Nothing but the pictures should be left out when the entries below are duplicated.

[Dataset — start]

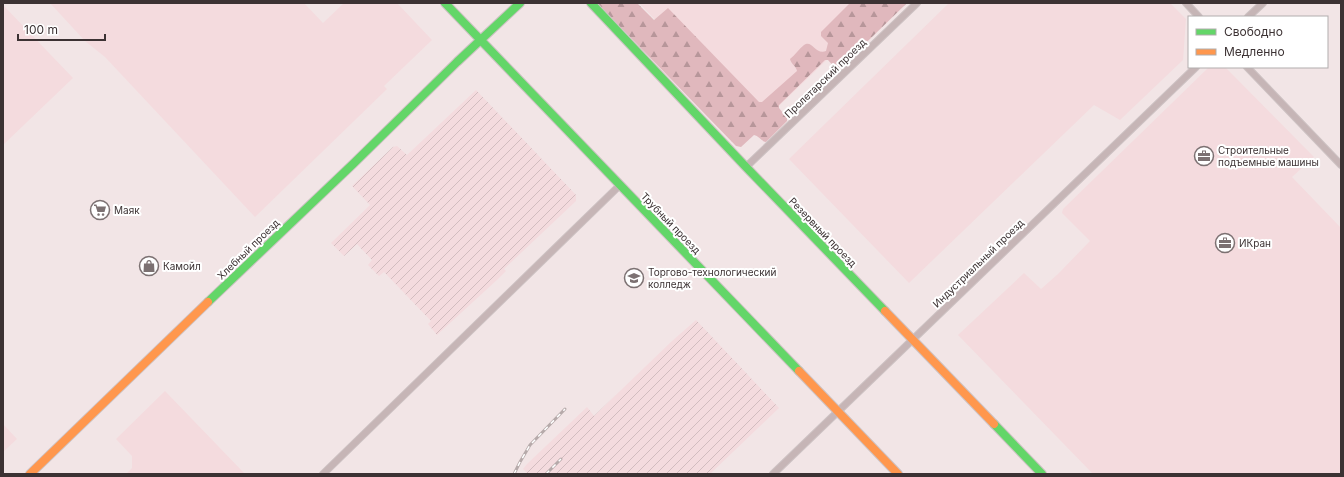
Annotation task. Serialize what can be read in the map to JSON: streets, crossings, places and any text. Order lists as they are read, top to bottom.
{
  "streets": {
    "street": [
      "Пролетарский проезд",
      "Трубный проезд",
      "Резервный проезд",
      "Хлебный проезд",
      "Индустриальный проезд"
    ]
  },
  "crossings": [
    ["Пролетарский проезд", "Резервный проезд"],
    ["Трубный проезд", "Хлебный проезд"],
    ["Трубный проезд", "Индустриальный проезд"],
    ["Резервный проезд", "Индустриальный проезд"]
  ],
  "places": {
    "office": ["Строительные подъемные машины", "ИКран"],
    "supermarket": ["Маяк"],
    "shop": ["Камойл"],
    "school or university": ["Торгово-технологический колледж"]
  },
  "legend": ["Свободно", "Медленно"],
  "scale_bar": "100 m"
}
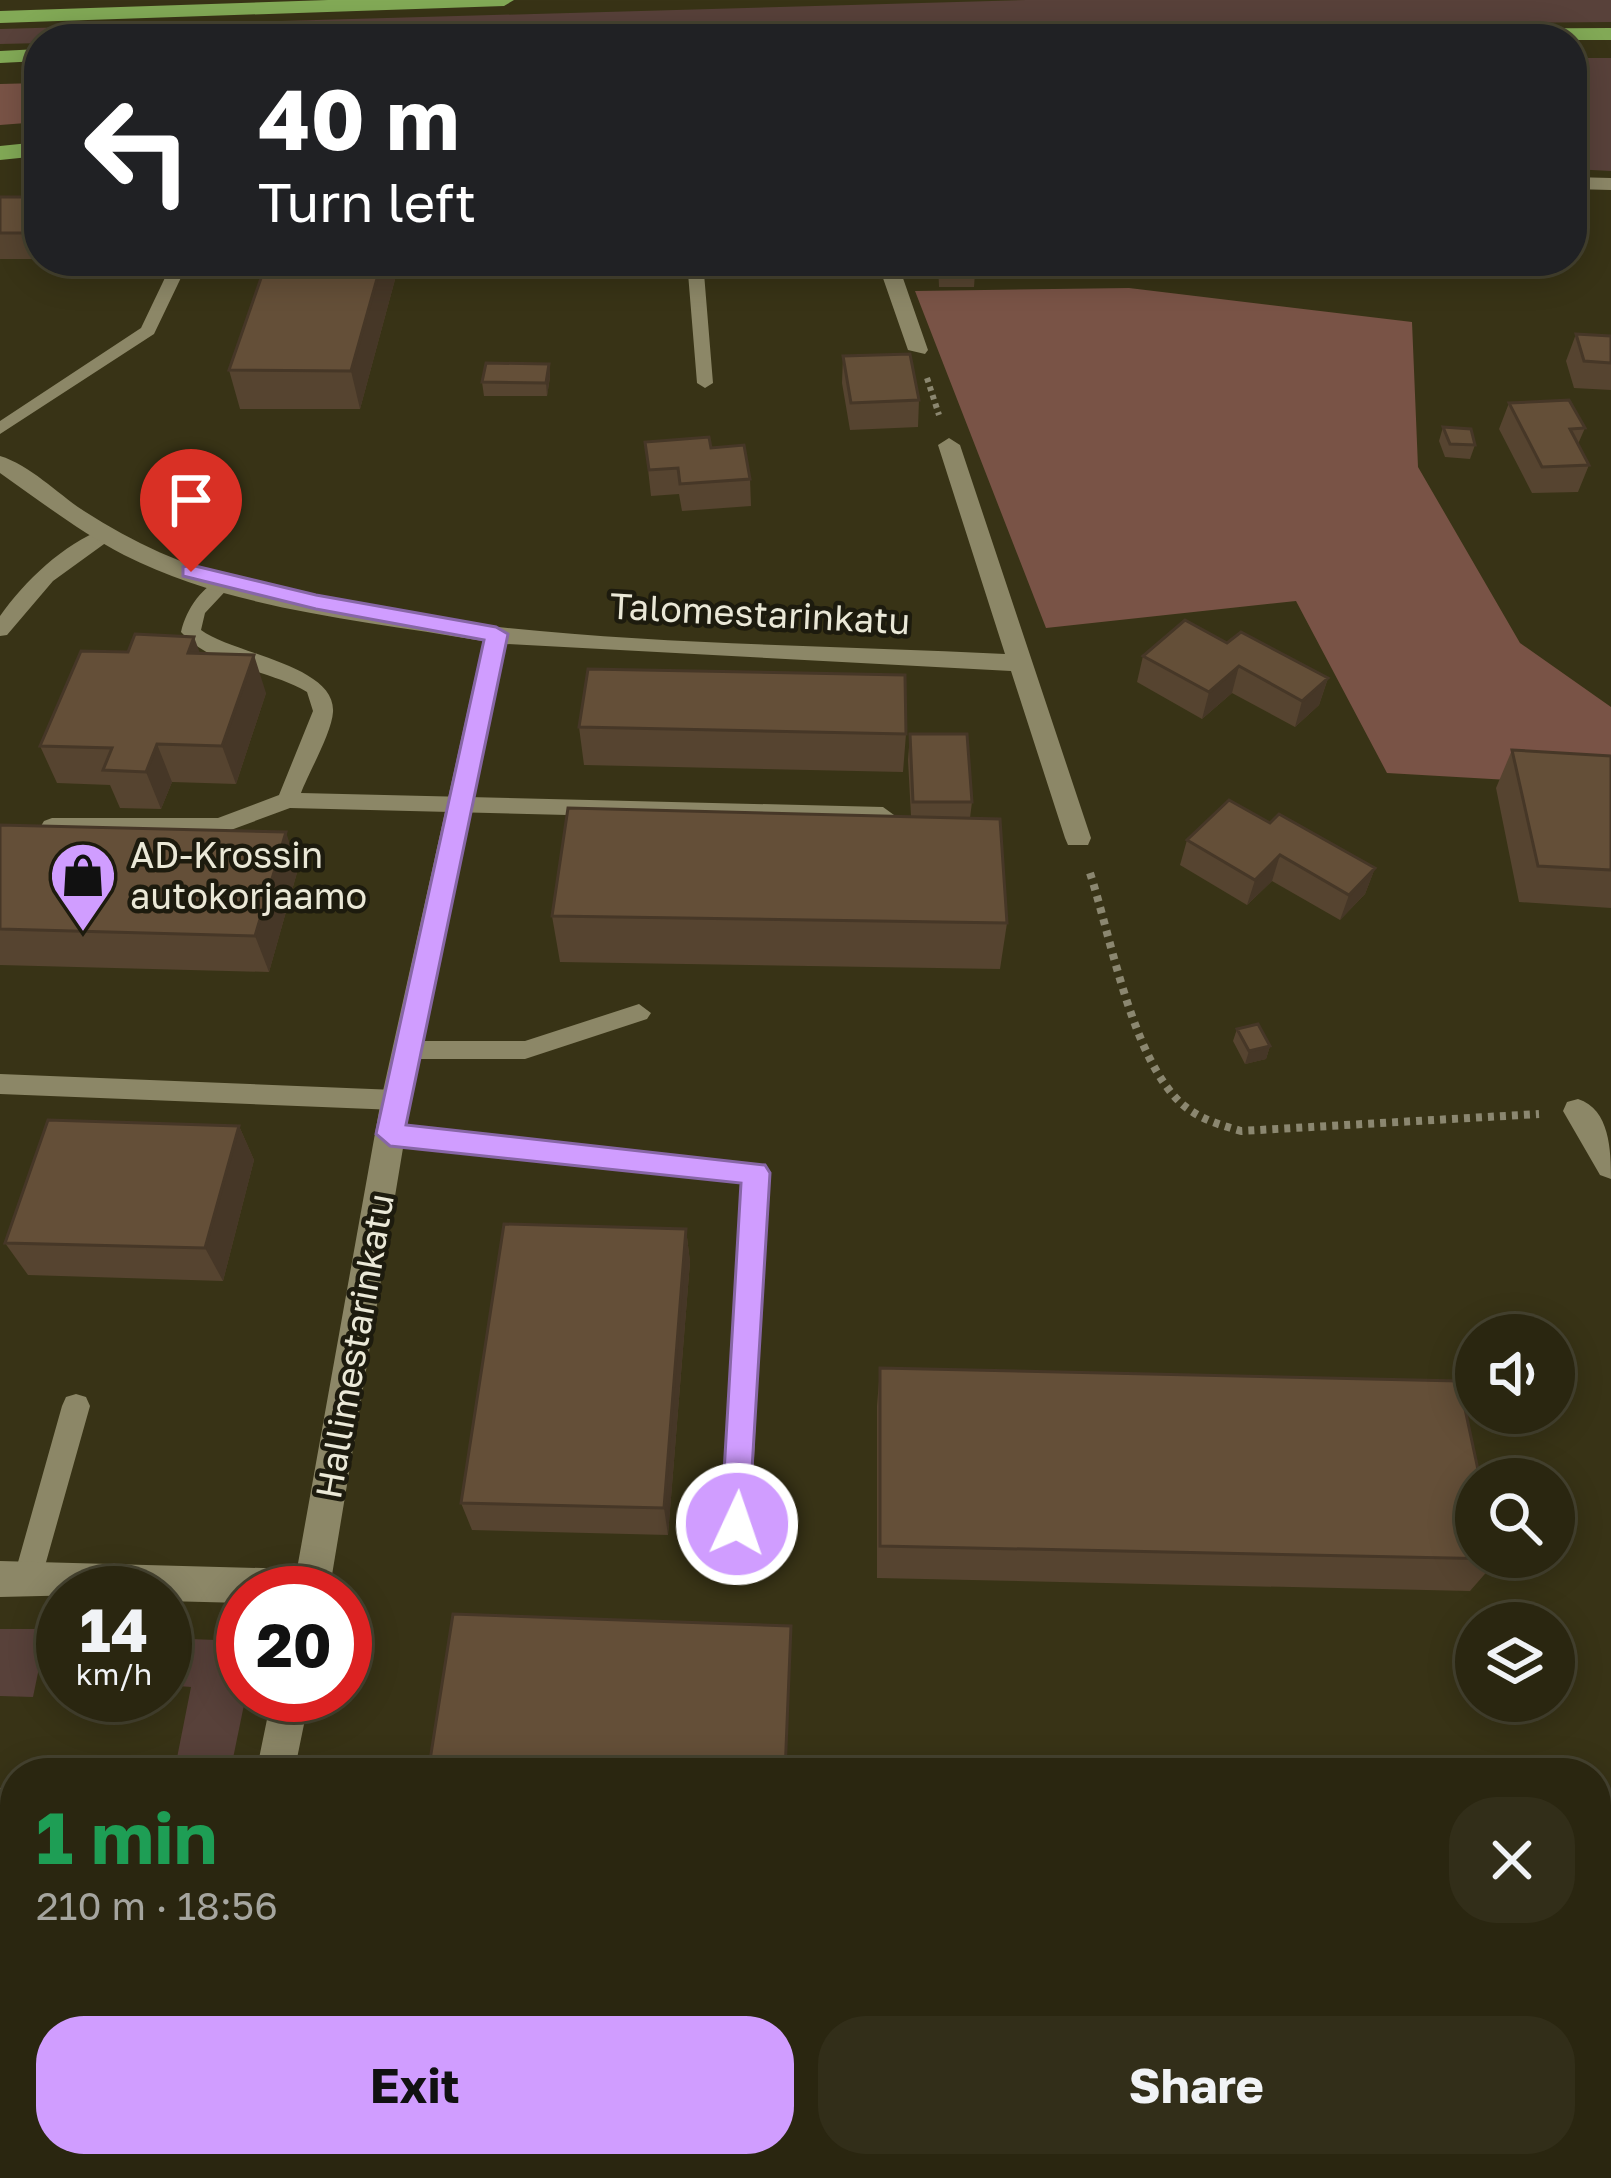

[Dataset — finish]

Exercise response |
Annotation task. Serialize what can be read in the map to JSON: streets, crossings, places and any text. Order lists as they are read, top to bottom.
{
  "streets": {
    "street": [
      "Пролетарский проезд",
      "Трубный проезд",
      "Резервный проезд",
      "Хлебный проезд",
      "Индустриальный проезд"
    ]
  },
  "crossings": [
    ["Пролетарский проезд", "Резервный проезд"],
    ["Трубный проезд", "Хлебный проезд"],
    ["Трубный проезд", "Индустриальный проезд"],
    ["Резервный проезд", "Индустриальный проезд"]
  ],
  "places": {
    "office": ["Строительные подъемные машины", "ИКран"],
    "supermarket": ["Маяк"],
    "shop": ["Камойл"],
    "school or university": ["Торгово-технологический колледж"]
  },
  "legend": ["Свободно", "Медленно"],
  "scale_bar": "100 m"
}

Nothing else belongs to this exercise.